THE TASK:
Check every line of the entries for the string "from" and return the ones that contain it.

(Stored data entries)
· · ·
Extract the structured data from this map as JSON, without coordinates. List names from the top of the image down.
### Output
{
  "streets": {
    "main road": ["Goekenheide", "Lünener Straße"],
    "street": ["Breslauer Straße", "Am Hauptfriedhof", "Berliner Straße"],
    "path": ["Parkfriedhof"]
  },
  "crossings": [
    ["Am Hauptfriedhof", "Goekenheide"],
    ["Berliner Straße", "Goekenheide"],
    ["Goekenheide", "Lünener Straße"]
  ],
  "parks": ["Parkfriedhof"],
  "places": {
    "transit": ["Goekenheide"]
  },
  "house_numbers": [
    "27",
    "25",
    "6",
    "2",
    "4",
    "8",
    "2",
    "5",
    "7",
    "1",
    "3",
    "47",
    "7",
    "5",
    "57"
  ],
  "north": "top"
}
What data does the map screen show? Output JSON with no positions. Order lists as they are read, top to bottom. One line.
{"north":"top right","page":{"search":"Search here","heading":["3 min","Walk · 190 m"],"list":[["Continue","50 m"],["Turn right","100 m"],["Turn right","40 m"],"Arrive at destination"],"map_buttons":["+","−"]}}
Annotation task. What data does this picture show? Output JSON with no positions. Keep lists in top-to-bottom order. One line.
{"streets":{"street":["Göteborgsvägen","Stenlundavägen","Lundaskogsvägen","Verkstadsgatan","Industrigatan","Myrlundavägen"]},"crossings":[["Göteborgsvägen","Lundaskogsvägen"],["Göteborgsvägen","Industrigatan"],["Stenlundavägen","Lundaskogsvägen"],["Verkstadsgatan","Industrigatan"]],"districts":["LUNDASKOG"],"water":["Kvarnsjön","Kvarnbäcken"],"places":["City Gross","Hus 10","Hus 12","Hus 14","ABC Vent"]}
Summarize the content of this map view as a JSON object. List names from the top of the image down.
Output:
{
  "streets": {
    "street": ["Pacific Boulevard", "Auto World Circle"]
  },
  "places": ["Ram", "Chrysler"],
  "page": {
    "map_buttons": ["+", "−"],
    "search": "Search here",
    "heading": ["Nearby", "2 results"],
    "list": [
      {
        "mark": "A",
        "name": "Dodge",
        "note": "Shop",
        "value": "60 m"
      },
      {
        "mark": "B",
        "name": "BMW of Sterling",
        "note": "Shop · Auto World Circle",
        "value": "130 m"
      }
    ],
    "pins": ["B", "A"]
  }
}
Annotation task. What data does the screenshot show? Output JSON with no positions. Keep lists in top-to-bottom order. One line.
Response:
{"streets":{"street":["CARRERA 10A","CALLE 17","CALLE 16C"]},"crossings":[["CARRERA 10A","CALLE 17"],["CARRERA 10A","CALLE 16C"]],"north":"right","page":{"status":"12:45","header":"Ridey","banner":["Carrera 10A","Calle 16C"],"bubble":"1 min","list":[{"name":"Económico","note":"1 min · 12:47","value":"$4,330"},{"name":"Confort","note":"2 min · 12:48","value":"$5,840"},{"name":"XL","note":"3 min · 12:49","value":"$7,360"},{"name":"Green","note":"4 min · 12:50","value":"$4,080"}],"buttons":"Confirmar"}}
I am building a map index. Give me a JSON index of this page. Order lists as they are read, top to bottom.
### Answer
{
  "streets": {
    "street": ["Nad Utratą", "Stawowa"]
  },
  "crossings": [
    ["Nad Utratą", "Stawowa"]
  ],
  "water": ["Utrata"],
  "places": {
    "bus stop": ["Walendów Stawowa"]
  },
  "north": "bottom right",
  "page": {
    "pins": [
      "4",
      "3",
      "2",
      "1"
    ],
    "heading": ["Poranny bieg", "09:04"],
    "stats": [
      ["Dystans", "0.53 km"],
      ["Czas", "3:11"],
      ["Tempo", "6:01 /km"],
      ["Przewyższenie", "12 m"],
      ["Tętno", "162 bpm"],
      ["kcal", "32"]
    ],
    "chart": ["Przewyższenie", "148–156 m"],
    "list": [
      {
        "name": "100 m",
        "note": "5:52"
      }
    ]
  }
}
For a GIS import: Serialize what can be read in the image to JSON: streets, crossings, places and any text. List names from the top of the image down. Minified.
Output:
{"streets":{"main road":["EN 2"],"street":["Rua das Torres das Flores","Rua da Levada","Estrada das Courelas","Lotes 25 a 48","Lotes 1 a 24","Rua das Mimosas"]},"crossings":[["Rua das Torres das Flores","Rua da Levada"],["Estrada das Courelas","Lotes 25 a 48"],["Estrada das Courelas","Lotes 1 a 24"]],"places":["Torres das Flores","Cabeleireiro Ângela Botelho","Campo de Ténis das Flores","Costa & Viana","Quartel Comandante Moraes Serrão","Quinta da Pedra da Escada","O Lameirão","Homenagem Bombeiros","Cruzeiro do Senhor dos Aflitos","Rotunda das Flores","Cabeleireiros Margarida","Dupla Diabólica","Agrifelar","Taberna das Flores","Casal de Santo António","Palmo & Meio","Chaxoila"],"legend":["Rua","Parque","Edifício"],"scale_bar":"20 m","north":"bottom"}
· · ·
EXPECTED OUTPUT:
Extract the structured data from this map as JSON, without coordinates. List names from the top of the image down.
Summarize the content of this map view as a JSON object. List names from the top of the image down.
For a GIS import: Serialize what can be read in the image to JSON: streets, crossings, places and any text. List names from the top of the image down. Minified.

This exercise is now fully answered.